When Malinka began to slip, in senior school, she effortlessly hid it from her mother, not fearing her anger but wanting to spare the servant any needless anxiety, because there was little her mother could do for her, and less in that realm than in any other.

She took to signing her school reports herself, never showing them to the servant, who seemed to forget there were such things as marks and school reports.

Clarisse Rivière would later recall that Malinka had struggled to keep up, that she had hung on as best she could, but her downhill slide, starting when she was eleven or twelve, and at first gradual, uncertain, soon took on the sudden brutality of a verdict handed down at last after a long wait.

She would remember that as a very young girl Malinka had ambitions, that she’d sensed doing well in school would bring her nearer her goals than her mother’s ignorant, vague solicitude, that she’d conscientiously striven to be worthy and, in a sense, perfect.

But she attained only perfection’s outer form, as if the great efforts she made had hidden from her the real reason for those labours.

And so she became a model of application and assiduity, a pupil so polite that her presence was often overlooked.

She turned in her homework on time, written in an elegant and readable hand, always a little longer than required so no-one would suspect her of slacking off, although before so serious, so painfully intent a young face not even the sternest teacher would ever think such a thing, and those scrupulous pages, reeking of labour and terror, always drew a regretful, understanding comment and a below-average mark, inflated a little all the same, out of indulgence, in recognition of everything that was sad and unfair in all this.

Malinka never quite seemed to grasp what was asked of her. She understood only the express or unspoken laws governing the relations between pupils and teachers, which she obeyed in a mix of keen pleasure and arduous rigour, and so literally that she could have vanished without anyone noticing, so absolute was her submission to the image of a pupil who was nothing more than a pure receptive mind.

But what they were trying to teach her never found its way into her head, or lingered only a moment, then quickly faded.

At home, she sat for long hours at her desk, slightly befogged, trying in vain to connect her memories of the class with the sentences written down in her impeccable notebook.

She vibrantly remembered every detail of the teacher’s face, expression or dress, and she could picture herself, too, as clearly as if she were studying a photograph, and she deeply admired that girl looking up at the blackboard with her perfectly attentive face.

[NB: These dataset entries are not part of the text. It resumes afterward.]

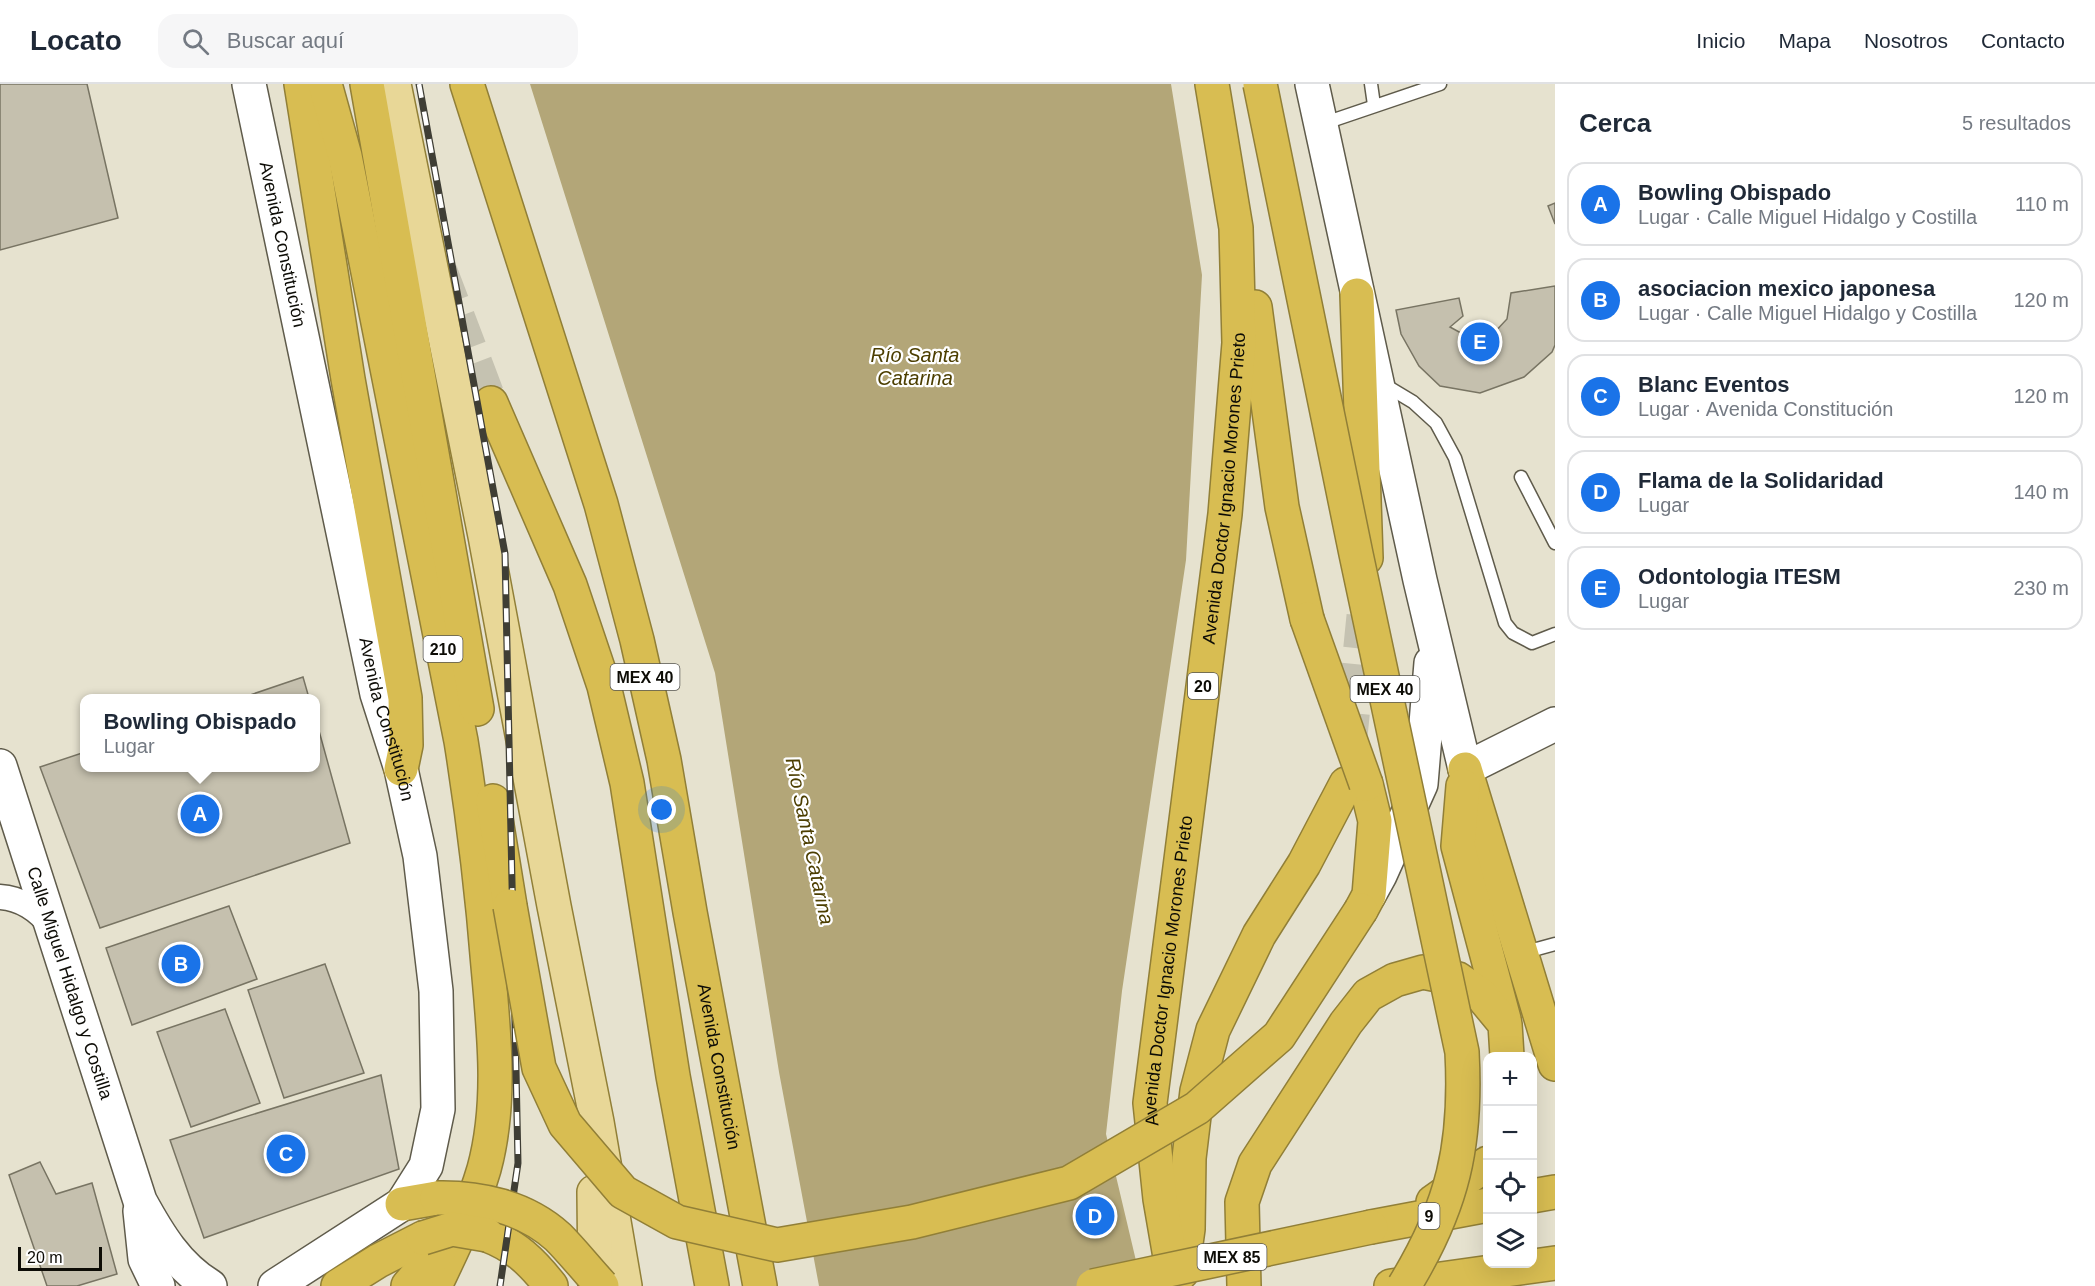 <!DOCTYPE html>
<html lang="es">
<meta charset="utf-8">
<style>
body{margin:0;font-family:Helvetica,sans-serif;background:#f6f6f7;color:#1f2937}
.controls{position:absolute;right:18px;bottom:18px;display:grid;overflow:hidden;border-radius:12px;box-shadow:0 6px 24px #0002}
.controls button{width:54px;height:54px;display:grid;place-items:center;padding:0;border:0;border-bottom:2px solid #e0e1e3;background:#fff;color:#1f2937;font:30px sans-serif}
.scale{position:absolute;left:18px;bottom:15px;width:84px;box-sizing:border-box;padding-left:6px;border:3px solid #0d0c06;border-top:0;font-size:16px;line-height:21px;white-space:nowrap;color:#0d0c06;-webkit-text-stroke:4px #fff;paint-order:stroke}
.you{position:absolute;left:662px;top:726px;width:21px;height:21px;margin:-15px;border:4px solid #fff;border-radius:50%;background:#1a73e8;box-shadow:0 0 0 9px #1a73e833}
.badge{display:grid;place-items:center;width:39px;height:39px;border-radius:50%;background:#1a73e8;color:#fff;font-size:20px;font-weight:700}
.pin{position:absolute;translate:-50% -50%;border:3px solid #fff;box-shadow:0 2px 6px #0006}
.popup{position:absolute;left:80px;top:610px;width:240px;height:78px;box-sizing:border-box;display:grid;place-content:center;border-radius:12px;background:#fff;filter:drop-shadow(0 2px 4px #0005);font-size:20px;white-space:nowrap;color:#747a83}
.popup b{font-size:22px;color:#1f2937}
.popup::after{content:'';position:absolute;left:50%;top:100%;margin-left:-12px;border:12px solid transparent;border-top-color:#fff}
.list{margin:0;padding:0;list-style:none}
h2{display:flex;justify-content:space-between;align-items:center;height:78px;margin:0;padding:0 24px;font-size:26px}
h2 small{font-size:20px;font-weight:400;color:#747a83}
.list li{display:grid;grid-template-columns:39px 1fr auto;gap:18px;align-items:center;box-sizing:border-box;height:84px;margin:0 12px 12px;padding:0 12px;border:2px solid #e0e1e3;border-radius:18px}
.list b{display:block;font-size:22px;white-space:nowrap}
.list p{margin:0;font-size:20px;white-space:nowrap;color:#747a83}
.list em{font-size:20px;font-style:normal;color:#747a83}
.icon{flex:none;width:33px;height:33px;fill:none;stroke:currentColor;stroke-width:2;stroke-linecap:round;stroke-linejoin:round}
.map{position:relative;flex:none;width:1555px;height:1202px;overflow:hidden}
header{display:flex;align-items:center;gap:36px;box-sizing:border-box;height:84px;padding:0 30px;background:#fff;border-bottom:2px solid #e0e1e3}
header strong{font-size:28px}
nav{display:flex;gap:33px;margin-inline-start:auto;font-size:21px}
.search{width:420px;height:54px;background:#f6f6f7;display:flex;align-items:center;gap:15px;box-sizing:border-box;padding:0 21px;border-radius:18px;color:#747a83;font-size:22px}
main{display:flex}
aside{flex:1;background:#fff}
.map>svg:first-child{display:block}
.water{fill:#b3a678}
.building{fill:#c5c0ae;stroke:#787463;stroke-width:1.5}
.lines{fill:none;stroke-linecap:round;stroke-linejoin:round}
.highway-tunnel{stroke:#c5c2b1;stroke-width:33;stroke-dasharray:33 16;stroke-linecap:butt}
.lane-casing{stroke:#5f5b4b;stroke-width:15}
.street-casing{stroke:#5f5b4b;stroke-width:27}
.secondary-casing{stroke:#5f5b4b;stroke-width:36}
.primary-casing{stroke:#917f37;stroke-width:36}
.highway-casing{stroke:#917f37;stroke-width:36}
.lane{stroke:#fff;stroke-width:12}
.street{stroke:#fff;stroke-width:24}
.secondary{stroke:#fff;stroke-width:33}
.primary{stroke:#e8d797;stroke-width:33}
.highway{stroke:#d8bd52;stroke-width:33}
.rail-casing{stroke:#3f3e35;stroke-width:7}
.rail{stroke:#fff;stroke-width:4.5;stroke-dasharray:14;stroke-linecap:butt}
.highway-bridge-casing{stroke:#917f37;stroke-width:36;stroke-linecap:butt}
.highway-bridge{stroke:#d8bd52;stroke-width:33}
.labels{text-anchor:middle;dominant-baseline:central;stroke-width:4.5;stroke-linejoin:round;paint-order:stroke}
.shield{fill:#fff;stroke:#565551;stroke-width:1.5}
.shield-label{font-size:16px;font-weight:bold;fill:#0d0c06}
.street-label{font-size:18px;fill:#0d0c06;stroke:#fff}
.water-label{font-size:20px;font-style:italic;fill:#4c3e00;stroke:#fff}
</style>
<header>
<strong>Locato</strong>
<div class="search"><svg class="icon" aria-label="search" viewBox="0 0 24 24"><circle cx="10" cy="10" r="6"/><path d="M15 15l6 6"/></svg>Buscar aquí</div>
<nav><a>Inicio</a><a>Mapa</a><a>Nosotros</a><a>Contacto</a></nav>
</header>
<main>
<div class="map">
<svg width="1555" height="1202" viewBox="0 0 1555 1202">
<rect width="100%" height="100%" fill="#e6e2cf"/>
<!-- water -->
<polygon class="water" points="530,0 1171,0 1202,191 1186,476 1122,907 1106,1050 1142,1202 819,1202 779,988 715,589"/>
<!-- building -->
<g class="building">
<polygon points="0,0 87,0 118,134 0,166"/>
<polygon points="1555,119 1555,140 1548,122"/>
<polygon points="1555,202 1555,261 1552,268 1524,293 1480,309 1440,302 1419,282 1401,250 1396,226 1459,214 1463,232 1450,243 1470,254 1492,251 1507,235 1511,209"/>
<polygon points="303,593 309,614 241,614"/>
<polygon points="316,636 350,759 100,844 40,683 85,668 85,684 316,684"/>
<polygon points="229,822 257,895 132,941 106,864"/>
<polygon points="325,880 364,989 284,1014 248,906"/>
<polygon points="225,925 260,1019 191,1043 157,948"/>
<polygon points="381,991 399,1085 204,1154 170,1056"/>
<polygon points="40,1078 56,1110 92,1099 117,1190 77,1202 47,1202 9,1091"/>
</g>
<g class="lines">
<!-- highway-tunnel -->
<g class="highway-tunnel">
<polyline points="441,187 491,319"/>
<polyline points="1350,662 1364,522"/>
</g>
<defs>
<g id="lane">
<polyline points="1371,0 1374,21"/>
<polyline points="1322,40 1440,0"/>
<polyline points="1383,300 1413,318 1436,339 1455,374 1505,539 1513,549 1532,559 1555,550"/>
<polyline points="1521,393 1555,459"/>
<polyline points="1522,869 1555,860"/>
</g>
<path id="street" d="M0,813C20,814 39,826 51,843"/>
<g id="secondary">
<path id="s1" d="M249,0L377,610L401,685L420,772L436,907L438,1025L426,1082L402,1120L275,1202"/>
<polyline points="1312,0 1420,496 1465,685 1555,640"/>
<path id="s2" d="M0,682L140,1117C158,1150 177,1182 210,1202"/>
<polyline points="1369,811 1380,791 1421,700 1431,579"/>
<polyline points="140,1127 145,1175 158,1202"/>
</g>
<g id="primary">
<polyline points="394,0 485,452 554,822 597,1038 625,1202"/>
<polyline points="594,1108 595,1202"/>
</g>
<g id="highway">
<polyline points="301,0 348,295 405,614 406,661 401,685"/>
<path d="M325,0L345,72L461,657C473,732 482,806 488,882C494,949 502,1019 484,1085C472,1126 453,1164 435,1202"/>
<polyline points="367,0 477,625"/>
<path id="s3" d="M467,0L601,420L637,556L664,676L690,828L760,1202"/>
<polyline points="1357,211 1366,474"/>
<polyline points="1255,223 1282,423 1307,535"/>
<polyline points="491,319 570,501 604,602 627,699 673,992 712,1202"/>
<polyline points="1465,685 1555,980"/>
<polyline points="1463,702 1458,762 1504,935"/>
<polyline points="493,717 510,822"/>
<polyline points="1361,826 1369,811 1375,737 1366,700"/>
<polyline points="1532,1112 1555,1108"/>
<polyline points="1433,1118 1488,1079"/>
<polyline points="402,1120 437,1114"/>
<polyline points="1371,1143 1488,1121"/>
<path d="M487,1151C516,1162 532,1178 551,1202"/>
<polyline points="1182,1188 1188,1145 1189,1074 1197,1007 1213,946 1259,851 1304,780 1346,700"/>
<polyline points="338,1202 378,1177 423,1154"/>
<polyline points="408,1202 441,1163"/>
<path id="s4" d="M1175,1202L1160,1115L1150,1019L1225,430L1239,259L1236,144L1212,0"/>
<polyline points="1244,1202 1242,1118 1255,1080 1346,939 1368,911 1395,896 1423,888 1458,895 1481,911 1505,940 1507,972"/>
<polyline points="1391,1202 1555,1179"/>
</g>
</defs>
<!-- lane casing -->
<use href="#lane" class="lane-casing"/>
<!-- street casing -->
<use href="#street" class="street-casing"/>
<!-- secondary casing -->
<use href="#secondary" class="secondary-casing"/>
<!-- primary casing -->
<use href="#primary" class="primary-casing"/>
<!-- highway casing -->
<use href="#highway" class="highway-casing"/>
<!-- lane -->
<use href="#lane" class="lane"/>
<!-- street -->
<use href="#street" class="street"/>
<!-- secondary -->
<use href="#secondary" class="secondary"/>
<!-- primary -->
<use href="#primary" class="primary"/>
<!-- highway -->
<use href="#highway" class="highway"/>
<defs>
<polyline id="rail" points="419,0 505,470 518,1079 500,1202"/>
</defs>
<!-- rail casing -->
<use href="#rail" class="rail-casing"/>
<!-- rail -->
<use href="#rail" class="rail"/>
<defs>
<g id="highway-bridge">
<path d="M1260,0L1356,470L1462,968C1467,1061 1453,1122 1404,1202"/>
<polyline points="1307,535 1366,700"/>
<polyline points="510,822 539,984 565,1040 623,1108 677,1138 777,1161 912,1138 1069,1099 1197,1024 1279,952 1361,826"/>
<path d="M437,1114C479,1113 525,1123 558,1153C573,1168 587,1186 602,1202"/>
<polyline points="423,1154 452,1145 487,1151"/>
<polyline points="1093,1202 1371,1143"/>
</g>
</defs>
<!-- highway-bridge casing -->
<use href="#highway-bridge" class="highway-bridge-casing"/>
<!-- highway-bridge -->
<use href="#highway-bridge" class="highway-bridge"/>
</g>
<g class="labels">
<!-- shield labels -->
<g class="shield">
<rect x="423.5" y="552" width="39" height="26" rx="4.5"/>
<rect x="610.5" y="580" width="69" height="26" rx="4.5"/>
<rect x="1188" y="589" width="30" height="26" rx="4.5"/>
<rect x="1350.5" y="592" width="69" height="26" rx="4.5"/>
<rect x="1418.5" y="1119" width="21" height="26" rx="4.5"/>
<rect x="1197.5" y="1160" width="69" height="26" rx="4.5"/>
</g>
<g class="shield-label">
<text x="443" y="565">210</text>
<text x="645" y="593">MEX 40</text>
<text x="1203" y="602">20</text>
<text x="1385" y="605">MEX 40</text>
<text x="1429" y="1132">9</text>
<text x="1232" y="1173">MEX 85</text>
</g>
<!-- street labels -->
<g class="street-label">
<text stroke="none"><textPath href="#s1" startOffset="164">Avenida Constitución</textPath></text>
<text stroke="none"><textPath href="#s4" startOffset="804">Avenida Doctor Ignacio Morones Prieto</textPath></text>
<text stroke="none"><textPath href="#s1" startOffset="650">Avenida Constitución</textPath></text>
<text stroke="none"><textPath href="#s4" startOffset="318">Avenida Doctor Ignacio Morones Prieto</textPath></text>
<text stroke="none"><textPath href="#s2" startOffset="228">Calle Miguel Hidalgo y Costilla</textPath></text>
<text stroke="none"><textPath href="#s3" startOffset="1016">Avenida Constitución</textPath></text>
</g>
<!-- water labels -->
<g class="water-label">
<text x="915" y="271">Río Santa<tspan x="915" dy="23">Catarina</tspan></text>
<text transform="translate(810 757) rotate(78)">Río Santa Catarina</text>
</g>
</g>
</svg>
<div class="controls">
<button>+</button>
<button>−</button>
<button><svg class="icon" aria-label="locate" viewBox="0 0 24 24"><circle cx="12" cy="12" r="6"/><path d="M12 2v4M12 18v4M2 12h4M18 12h4"/></svg></button>
<button><svg class="icon" aria-label="layers" viewBox="0 0 24 24"><path d="M12 4l9 5-9 5-9-5zM3 14l9 5 9-5"/></svg></button>
</div>
<div class="scale">20 m</div>
<div class="you"></div>
<div class="pin badge" style="left:200px;top:730px">A</div>
<div class="popup"><b>Bowling Obispado</b>Lugar</div>
<div class="pin badge" style="left:181px;top:880px">B</div>
<div class="pin badge" style="left:286px;top:1070px">C</div>
<div class="pin badge" style="left:1095px;top:1132px">D</div>
<div class="pin badge" style="left:1480px;top:258px">E</div>
</div>
<aside>
<h2>Cerca<small>5 resultados</small></h2>
<ul class="list">
<li><span class="badge">A</span><div><b>Bowling Obispado</b><p>Lugar · Calle Miguel Hidalgo y Costilla</p></div><em>110 m</em></li>
<li><span class="badge">B</span><div><b>asociacion mexico japonesa</b><p>Lugar · Calle Miguel Hidalgo y Costilla</p></div><em>120 m</em></li>
<li><span class="badge">C</span><div><b>Blanc Eventos</b><p>Lugar · Avenida Constitución</p></div><em>120 m</em></li>
<li><span class="badge">D</span><div><b>Flama de la Solidaridad</b><p>Lugar</p></div><em>140 m</em></li>
<li><span class="badge">E</span><div><b>Odontologia ITESM</b><p>Lugar</p></div><em>230 m</em></li>
</ul>
</aside>
</main>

But what had been said in that classroom, what that exemplary girl had heard and thought she understood, she could not remember.

She read and reread what she had written, and it meant nothing to her, had nothing to do with anything she had managed to hold in her mind, itself nothing more than a magma of words and numbers, misshapen ideas, incoherent hypotheses, which she ended up laboriously dredging through in search of something she could use, almost anything, to fill up a page with her beautiful roundhand.